NIH study finds interrupting sitting with short walks lowers blood sugar, insulin and blood fats
Brief intervals of exercise during otherwise sedentary periods may offset the lack of more sustained exercise and could protect children against diabetes, cardiovascular disease and cancer, according to a small study by researchers at the National Institutes of Health.
Children who interrupted periods of sitting with three minutes of moderate-intensity walking every half hour had lower levels of blood glucose and insulin, compared to periods when they remained seated for three hours. Moreover, on the day they walked, the children did not eat any more at lunch than on the day they remained sedentary.

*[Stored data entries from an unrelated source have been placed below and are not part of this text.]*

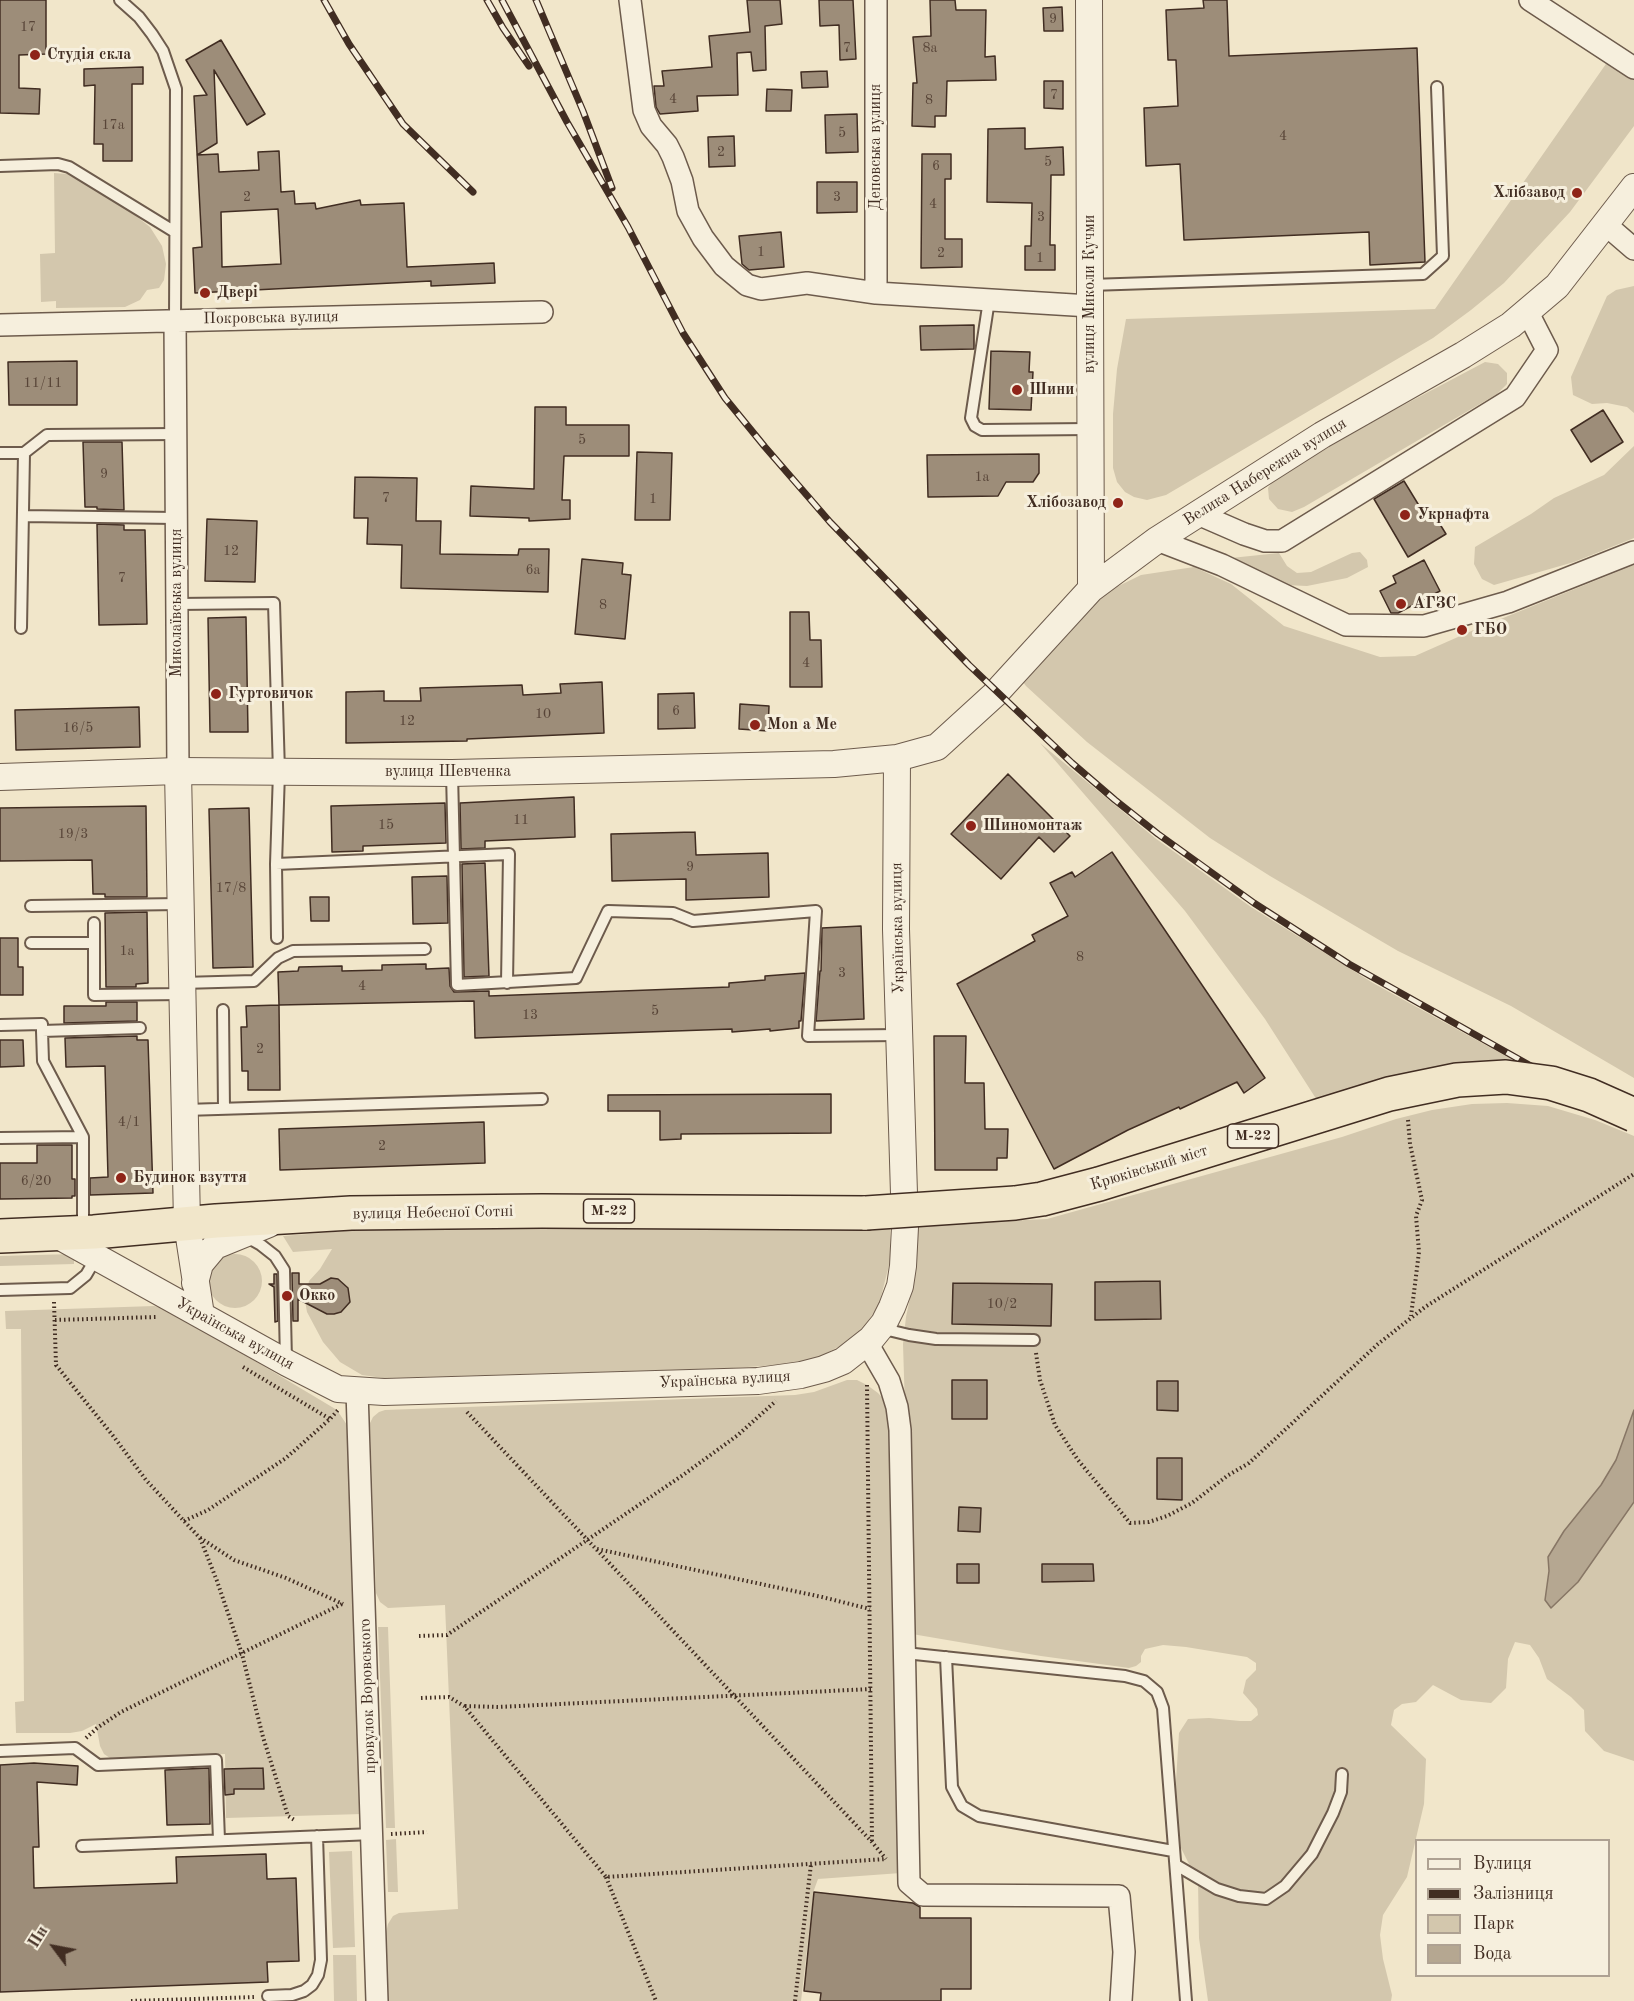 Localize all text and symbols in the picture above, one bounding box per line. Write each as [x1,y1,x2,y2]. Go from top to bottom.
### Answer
house number: 9 [1049,11,1057,27]
house number: 17 [20,19,36,35]
house number: 7 [843,40,851,56]
house number: 8а [922,40,938,56]
place label: Студія скла [47,45,131,65]
marker: Студія скла [28,48,42,62]
street label: Деповська вулиця [866,84,886,210]
house number: 7 [1050,87,1058,103]
house number: 4 [669,91,677,107]
house number: 8 [925,92,933,108]
house number: 17а [101,117,125,133]
house number: 5 [838,125,846,141]
house number: 4 [1279,128,1287,144]
house number: 2 [717,144,725,160]
house number: 5 [1044,154,1052,170]
house number: 6 [932,158,940,174]
place label: Хлібзавод [1493,183,1565,203]
marker: Хлібзавод [1570,186,1584,200]
house number: 2 [243,189,251,205]
house number: 3 [833,189,841,205]
house number: 4 [929,196,937,212]
house number: 3 [1037,209,1045,225]
street label: вулиця Миколи Кучми [1080,215,1100,373]
house number: 1 [757,244,765,260]
house number: 2 [937,245,945,261]
house number: 1 [1036,250,1044,266]
place label: Двері [217,283,258,303]
marker: Двері [198,286,212,300]
street label: Покровська вулиця [203,307,339,329]
house number: 11/11 [24,375,62,391]
place label: Шини [1029,380,1074,400]
marker: Шини [1010,383,1024,397]
street label: Велика Набережна вулиця [1180,414,1350,530]
house number: 5 [578,432,586,448]
house number: 9 [100,466,108,482]
house number: 1а [974,469,990,485]
house number: 7 [382,490,390,506]
house number: 1 [649,491,657,507]
place label: Хлібозавод [1026,493,1106,513]
marker: Хлібозавод [1111,496,1125,510]
place label: Укрнафта [1417,505,1490,525]
marker: Укрнафта [1398,508,1412,522]
street label: Миколаївська вулиця [167,528,187,678]
house number: 12 [223,543,239,559]
house number: 6а [525,562,541,578]
house number: 7 [118,570,126,586]
place label: АГЗС [1413,594,1456,614]
house number: 8 [599,597,607,613]
marker: АГЗС [1394,597,1408,611]
place label: ГБО [1474,620,1507,640]
marker: ГБО [1455,623,1469,637]
house number: 4 [802,655,810,671]
place label: Гуртовичок [228,684,313,704]
marker: Гуртовичок [209,687,223,701]
house number: 6 [672,703,680,719]
house number: 10 [535,706,551,722]
house number: 12 [399,713,415,729]
place label: Mon a Me [767,715,837,735]
marker: Mon a Me [748,718,762,732]
house number: 16/5 [63,720,93,736]
street label: вулиця Шевченка [385,762,511,782]
house number: 11 [513,812,529,828]
place label: Шиномонтаж [983,816,1082,836]
house number: 15 [378,817,394,833]
marker: Шиномонтаж [964,819,978,833]
house number: 19/3 [58,826,88,842]
house number: 9 [686,859,694,875]
street label: Українська вулиця [887,862,909,994]
house number: 17/8 [216,880,246,896]
house number: 1а [119,943,135,959]
house number: 8 [1076,949,1084,965]
house number: 3 [838,965,846,981]
house number: 4 [358,978,366,994]
house number: 5 [651,1003,659,1019]
house number: 13 [522,1007,538,1023]
house number: 2 [256,1041,264,1057]
house number: 4/1 [118,1114,140,1130]
road number: М-22 [1228,1124,1278,1148]
house number: 2 [378,1138,386,1154]
street label: Крюківський міст [1088,1141,1210,1195]
place label: Будинок взуття [133,1168,247,1188]
marker: Будинок взуття [114,1171,128,1185]
house number: 6/20 [21,1173,51,1189]
road number: М-22 [584,1199,634,1223]
street label: вулиця Небесної Сотні [352,1202,514,1224]
place label: Окко [299,1286,335,1306]
marker: Окко [280,1289,294,1303]
street label: Українська вулиця [173,1294,297,1374]
house number: 10/2 [987,1296,1017,1312]
street label: Українська вулиця [659,1367,791,1393]
street label: провулок Воровського [356,1618,380,1774]
legend [1415,1839,1610,1977]
text: Вулиця [1473,1855,1532,1873]
text: Залізниця [1473,1885,1554,1903]
text: Парк [1473,1915,1514,1933]
north arrow [24,1917,84,1977]
text: Пн [26,1924,51,1951]
text: Вода [1473,1945,1512,1963]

The study, published online in the Journal of Clinical Endocrinology and Metabolism, was conducted by researchers at NIH’s National Cancer Institute (NCI), Eunice Kennedy Shriver National Institute of Child Health and Human Development (NICHD), National Heart, Lung and Blood Institute (NHLBI), National Institute of Diabetes and Digestive and Kidney Diseases, and Clinical Center.
“We know that 30 minutes or more of moderate physical activity benefits children’s health,” said the study’s senior author, Jack A. Yanovski, M.D., chief of NICHD’s Section on Growth and Obesity. “It can be difficult to fit longer stretches of physical activity into the day. Our study indicates that even small activity breaks could have a substantial impact on children’s long-term health.”
According to the U.S. Centers for Disease Control and Prevention, more than one third of children and adolescents are overweight or obese. Obesity puts children at risk for heart disease, type 2 diabetes, stroke, and several types of cancer.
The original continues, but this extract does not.